Sherlock was a breathtaking as ever. His dark brown curls were longer than I'd ever seen them, but his gray/green/blue eyes peered at me over the same sharp cheekbones, the same affectionate and amused gleam in them. His familiar pink lips pulled up at one corner in his trademark smirk, and I got the feeling he would have laughed if I hadn't clearly been so wounded. He wore a scarf, but it wasn't his usual blue one. No, the blue one was still under my pillow though the smell of him barely clung to it anymore. He had on a different trench coat, as well, but I didn't really care what he wore. My gaze searched his, looking for an answer, any answer.

His smirk faded into the serious expression I'd studied so many times. "John," he whispered. "I'm sorry."

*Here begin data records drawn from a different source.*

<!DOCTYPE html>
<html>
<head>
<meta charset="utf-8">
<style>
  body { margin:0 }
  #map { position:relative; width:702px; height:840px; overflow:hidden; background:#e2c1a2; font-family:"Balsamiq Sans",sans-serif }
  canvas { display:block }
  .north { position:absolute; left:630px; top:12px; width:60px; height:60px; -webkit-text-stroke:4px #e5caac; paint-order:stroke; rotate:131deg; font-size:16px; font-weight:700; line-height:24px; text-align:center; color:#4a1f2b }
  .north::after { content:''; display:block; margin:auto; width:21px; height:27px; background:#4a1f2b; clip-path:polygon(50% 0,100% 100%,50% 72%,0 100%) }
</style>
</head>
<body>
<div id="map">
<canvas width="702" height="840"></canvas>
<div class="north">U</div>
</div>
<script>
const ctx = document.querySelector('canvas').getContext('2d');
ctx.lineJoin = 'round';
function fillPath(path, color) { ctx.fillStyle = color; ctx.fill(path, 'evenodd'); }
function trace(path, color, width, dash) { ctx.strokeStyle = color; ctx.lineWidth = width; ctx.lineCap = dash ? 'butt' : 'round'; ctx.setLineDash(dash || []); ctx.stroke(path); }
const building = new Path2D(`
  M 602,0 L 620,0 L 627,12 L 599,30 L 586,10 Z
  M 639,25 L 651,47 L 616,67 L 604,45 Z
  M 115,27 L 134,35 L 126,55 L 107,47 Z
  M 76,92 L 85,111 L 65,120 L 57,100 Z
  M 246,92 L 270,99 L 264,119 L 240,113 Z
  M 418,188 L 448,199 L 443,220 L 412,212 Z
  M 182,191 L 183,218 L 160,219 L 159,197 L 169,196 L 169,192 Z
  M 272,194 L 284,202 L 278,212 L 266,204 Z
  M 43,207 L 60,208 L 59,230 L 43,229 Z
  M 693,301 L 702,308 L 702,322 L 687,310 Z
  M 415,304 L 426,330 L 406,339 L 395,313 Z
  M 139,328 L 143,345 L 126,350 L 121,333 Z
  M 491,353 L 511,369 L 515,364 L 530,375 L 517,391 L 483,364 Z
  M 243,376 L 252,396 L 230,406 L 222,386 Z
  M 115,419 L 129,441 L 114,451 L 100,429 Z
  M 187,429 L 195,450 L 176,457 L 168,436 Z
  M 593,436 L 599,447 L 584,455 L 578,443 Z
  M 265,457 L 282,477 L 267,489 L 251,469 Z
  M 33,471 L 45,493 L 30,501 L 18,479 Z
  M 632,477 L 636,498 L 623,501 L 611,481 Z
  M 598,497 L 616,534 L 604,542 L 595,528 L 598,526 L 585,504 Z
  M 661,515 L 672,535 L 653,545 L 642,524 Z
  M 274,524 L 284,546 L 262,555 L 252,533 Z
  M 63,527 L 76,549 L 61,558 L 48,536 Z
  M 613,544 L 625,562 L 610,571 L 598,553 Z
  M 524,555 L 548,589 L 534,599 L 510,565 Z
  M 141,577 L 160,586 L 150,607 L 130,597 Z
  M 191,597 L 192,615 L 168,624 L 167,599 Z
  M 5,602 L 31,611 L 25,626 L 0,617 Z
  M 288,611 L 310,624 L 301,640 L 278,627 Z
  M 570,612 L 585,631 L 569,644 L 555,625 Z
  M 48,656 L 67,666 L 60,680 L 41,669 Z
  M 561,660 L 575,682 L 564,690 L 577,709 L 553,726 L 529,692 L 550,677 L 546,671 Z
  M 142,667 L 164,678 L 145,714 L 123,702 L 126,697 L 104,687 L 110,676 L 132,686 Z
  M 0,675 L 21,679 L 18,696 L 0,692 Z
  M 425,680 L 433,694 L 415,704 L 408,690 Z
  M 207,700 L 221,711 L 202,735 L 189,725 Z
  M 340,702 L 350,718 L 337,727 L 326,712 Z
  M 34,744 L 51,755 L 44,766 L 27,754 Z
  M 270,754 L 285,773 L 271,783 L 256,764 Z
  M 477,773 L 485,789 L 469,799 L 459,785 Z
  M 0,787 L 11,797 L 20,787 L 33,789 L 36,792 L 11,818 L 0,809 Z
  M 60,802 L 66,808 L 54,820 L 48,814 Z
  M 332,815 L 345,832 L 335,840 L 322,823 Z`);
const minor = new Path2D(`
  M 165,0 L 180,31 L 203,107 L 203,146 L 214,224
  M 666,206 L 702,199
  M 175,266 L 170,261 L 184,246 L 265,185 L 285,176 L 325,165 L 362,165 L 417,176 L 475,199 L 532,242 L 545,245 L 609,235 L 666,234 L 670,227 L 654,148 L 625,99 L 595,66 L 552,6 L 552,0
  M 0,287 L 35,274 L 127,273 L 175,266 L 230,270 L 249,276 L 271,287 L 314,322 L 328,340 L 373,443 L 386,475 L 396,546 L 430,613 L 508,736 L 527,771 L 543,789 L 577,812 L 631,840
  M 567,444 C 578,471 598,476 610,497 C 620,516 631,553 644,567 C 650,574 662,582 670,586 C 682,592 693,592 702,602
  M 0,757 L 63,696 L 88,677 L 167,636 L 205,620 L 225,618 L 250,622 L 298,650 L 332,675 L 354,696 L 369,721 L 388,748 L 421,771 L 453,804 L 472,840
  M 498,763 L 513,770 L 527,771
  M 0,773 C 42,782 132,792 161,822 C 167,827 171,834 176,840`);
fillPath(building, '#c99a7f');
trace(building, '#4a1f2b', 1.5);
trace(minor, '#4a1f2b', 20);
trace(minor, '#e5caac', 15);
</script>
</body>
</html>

And then his lips were on mine, silencing any response I'd started to form. I was stunned, and he pulled back after a moment, a pink flush to his cheeks. He didn't say anything, just looked at me. My face burned, and I was speechless. That cocky smirk returned, and Sherlock's head swooped down again. I kissed him back this time, and he pushed me against the wall, deepening the already knee-weakening kiss.

Even with my various ex-girlfriends, I'd never experienced such passion in a single kiss as I did in this. I'd never had my knees turn to jelly and my body become putty the hands of someone else. I'd never been pushed against a wall, pinned there, and then driven mad by the mouth and hands of my partner.

I'd never loved anyone like I loved Sherlock Holmes.

Sherlock broke off the kiss, and we remained pressed together, breathing hard and staring intensely into each other's eyes just like we used to. His hands rested on my waist for a moment, then wrapped around it. His fingers dug into my back as he pulled me into him, and I clutched the back of his jacket so hard it hurt. Our arms were around each other, my face in his neck, his in my hair, just breathing in the scent of each other. Oh, how did I ever think that that stupid scarf compared to the real deal?

"I'm home, John," Sherlock whispered in my ear. "And I'm not leaving any time soon."

The tears spilled out and I clung tighter to him, whispering his name over and over again, as if just saying it was enough to hold him to his promise forever.